The AI pulls up its track record. “Over the last 18 months, I’ve correctly identified disruptions 92% of the time.”
That helps, but Mike isn’t convinced yet. “What about supplier B? They’ve been reliable before.”
“Supplier B has a longer lead time and higher costs,” the AI replies. “However, if speed is your top priority, I can adjust my recommendation.”
Mike considers this. “What about supplier C? Any chance they can handle this?”
“Supplier C is an option, but they have a 15% failure rate on last-minute orders. If reducing risk is the goal, supplier A is still your best bet.”
Now, with a clear picture of his choices, Mike approves the switch to supplier A.

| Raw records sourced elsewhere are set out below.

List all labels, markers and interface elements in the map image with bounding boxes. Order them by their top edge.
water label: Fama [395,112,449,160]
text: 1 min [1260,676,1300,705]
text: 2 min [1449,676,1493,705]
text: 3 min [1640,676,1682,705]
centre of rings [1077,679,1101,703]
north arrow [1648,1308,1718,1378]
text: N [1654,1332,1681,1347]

This is what a looped-in-human workflow looks like—where leaders like Mike don’t just use AI as a tool, they collaborate with it. They bounce solutions back and forth, refining decisions the way they would with a trusted colleague.

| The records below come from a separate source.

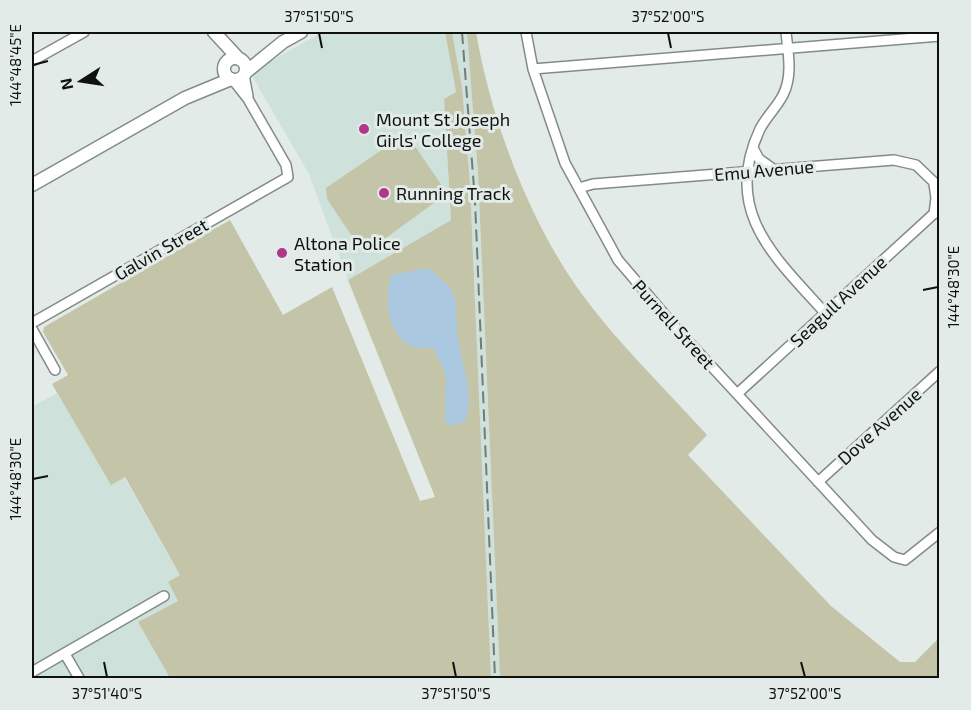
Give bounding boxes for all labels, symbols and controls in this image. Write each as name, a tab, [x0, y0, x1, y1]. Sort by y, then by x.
text: 37°51'50"S	[284, 7, 354, 25]
text: 37°52'00"S	[632, 7, 704, 25]
text: 144°48'45"E	[6, 24, 24, 106]
north arrow	[51, 51, 111, 111]
text: N	[55, 77, 76, 92]
place label: Mount St Joseph Girls' College	[376, 108, 510, 151]
marker: Mount St Joseph Girls' College	[357, 122, 371, 136]
street label: Emu Avenue	[713, 155, 815, 185]
place label: Running Track	[396, 182, 511, 204]
marker: Running Track	[377, 186, 391, 200]
street label: Galvin Street	[110, 213, 212, 285]
place label: Altona Police Station	[294, 232, 401, 275]
marker: Altona Police Station	[275, 246, 289, 260]
text: 144°48'30"E	[944, 246, 962, 328]
street label: Seagull Avenue	[785, 251, 891, 351]
street label: Purnell Street	[628, 275, 720, 373]
street label: Dove Avenue	[833, 383, 925, 469]
text: 144°48'30"E	[6, 438, 24, 520]
text: 37°51'40"S	[72, 684, 142, 702]
text: 37°51'50"S	[421, 684, 491, 702]
text: 37°52'00"S	[769, 684, 841, 702]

But trust and collaboration doesn’t happen overnight. It’s built over time, shaped by every interaction.
While Mike’s story is made up, the challenge is real.
As AI shifts from automation to autonomous collaboration, the way we interact with it has to evolve. In Designing Human-Machine Interactions in an Autonomous Agent World, I explored how AI isn’t just a tool but a collaborator, requiring new design principles to create meaningful human-agent interactions.

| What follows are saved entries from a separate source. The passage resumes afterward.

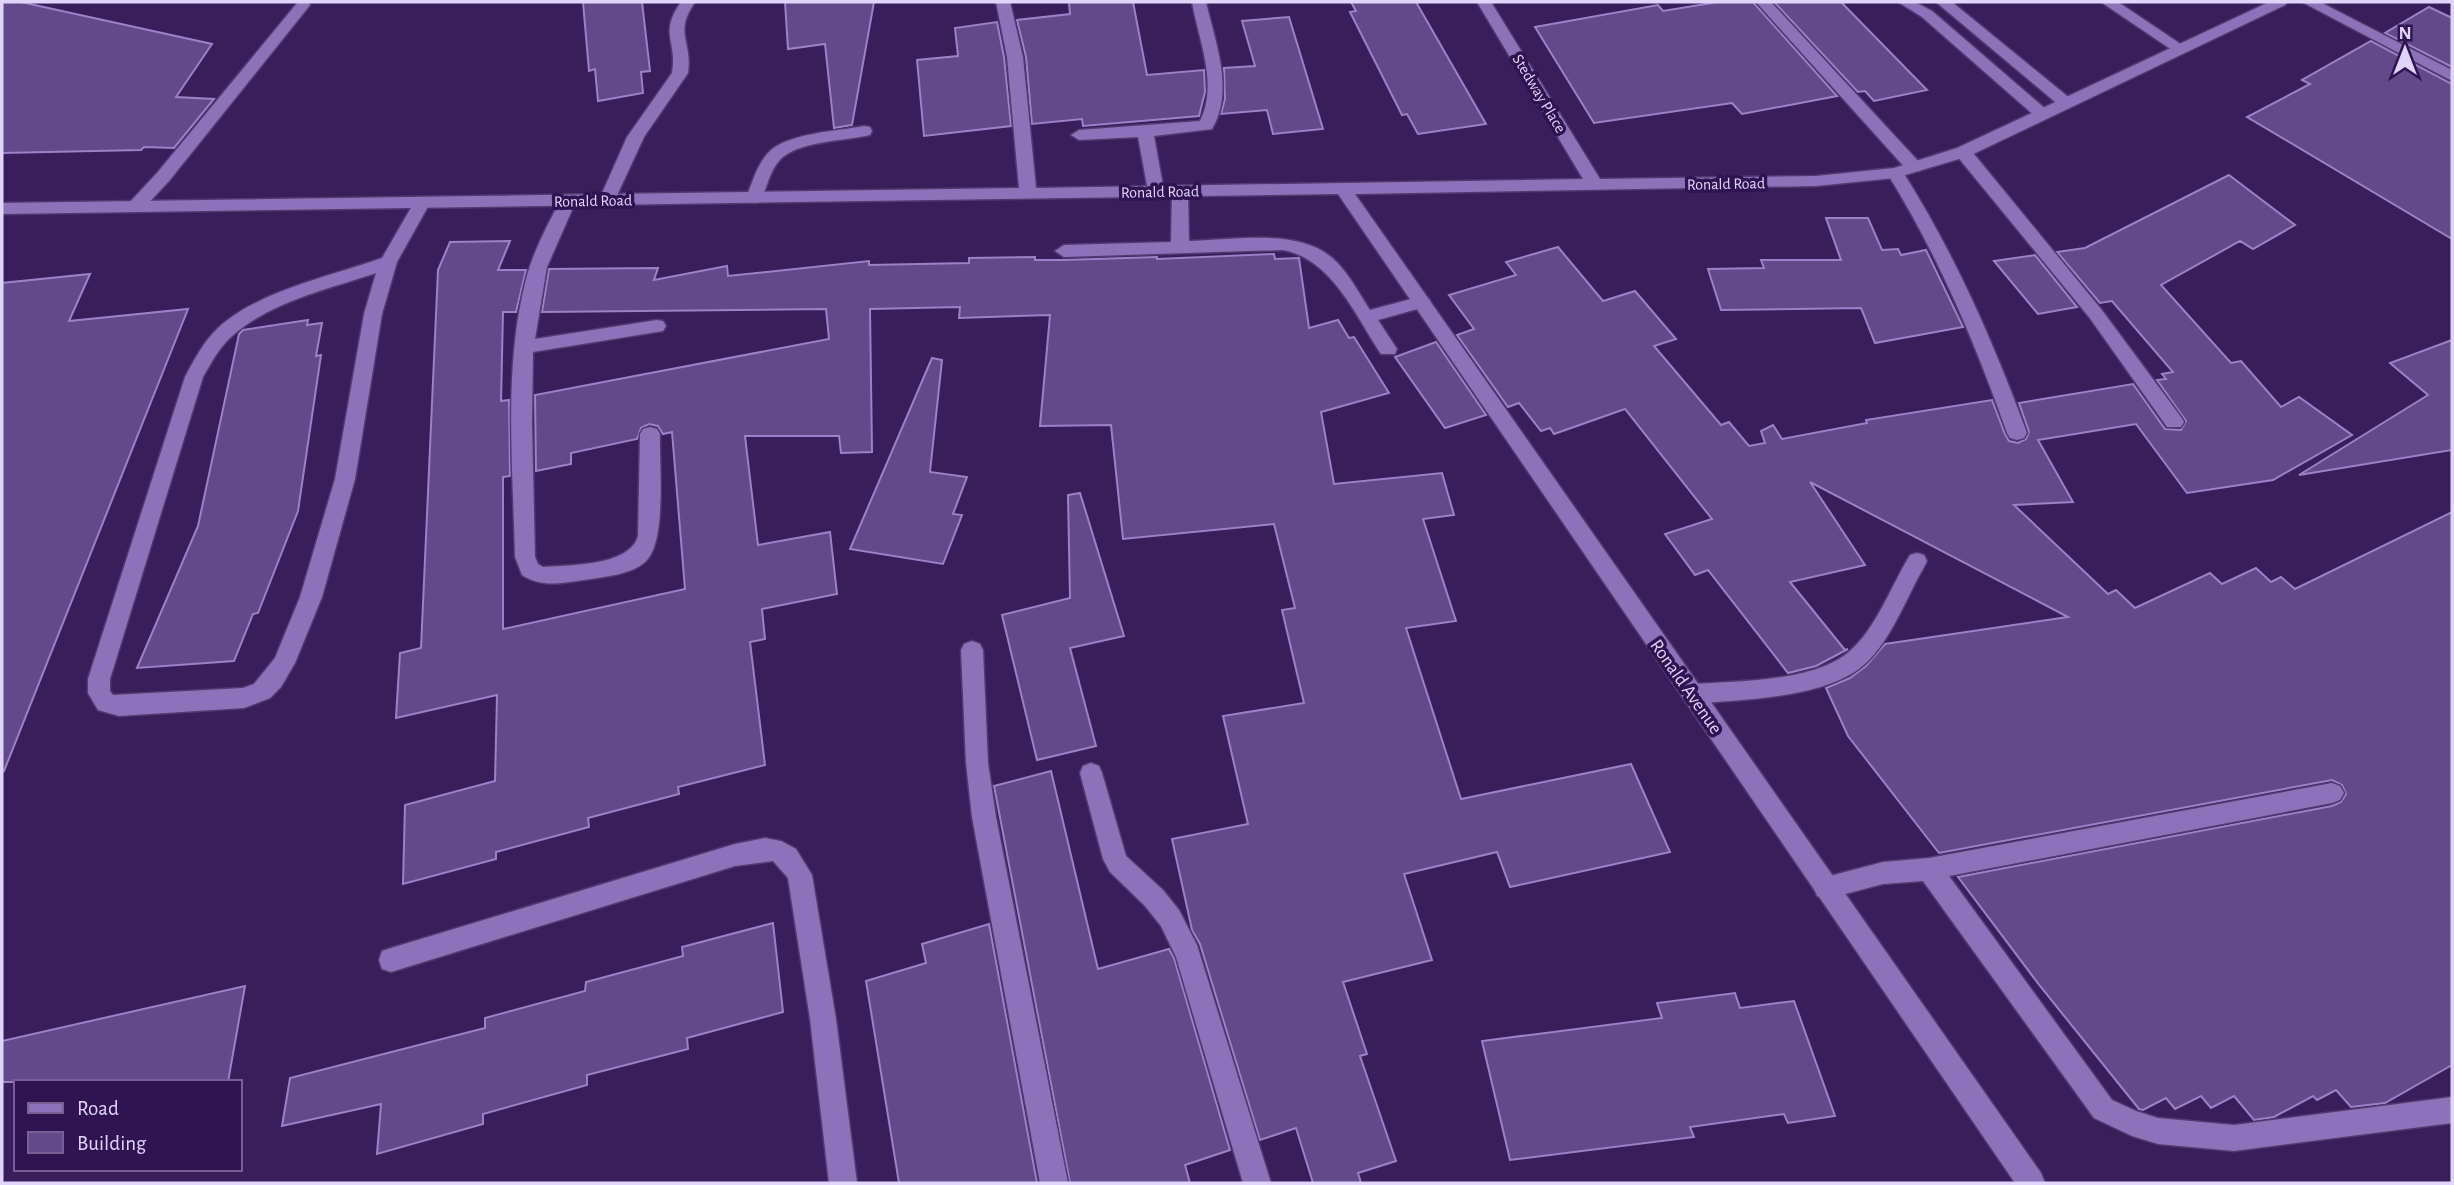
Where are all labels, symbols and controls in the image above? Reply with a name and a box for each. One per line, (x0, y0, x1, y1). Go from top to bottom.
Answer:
north arrow (2370, 14, 2440, 84)
text: N (2398, 24, 2412, 43)
street label: Stedway Place (1509, 51, 1569, 136)
street label: Ronald Road (1687, 175, 1765, 193)
street label: Ronald Road (1121, 183, 1199, 201)
street label: Ronald Road (554, 192, 632, 210)
street label: Ronald Avenue (1646, 636, 1725, 738)
legend (14, 1080, 242, 1171)
text: Road (77, 1098, 119, 1119)
text: Building (77, 1133, 147, 1154)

But designing better interactions is only half the equation—measuring their success is just as critical. At Outshift, we’re focused on exactly this: how do we build The Internet of Agents to work seamlessly with people and prove that agents are a reliable partner? That’s why measuring trust and collaboration in AI isn’t just a technical challenge; it’s a fundamental shift in how we define success.
Would Mike rely on it the next time? Would his colleagues? If supply chain teams were to track AI-assisted interventions, they wouldn’t just look at whether the AI flagged disruptions accurately—they’d also need to understand its impact on decision-making confidence, operational speed, and overall efficiency.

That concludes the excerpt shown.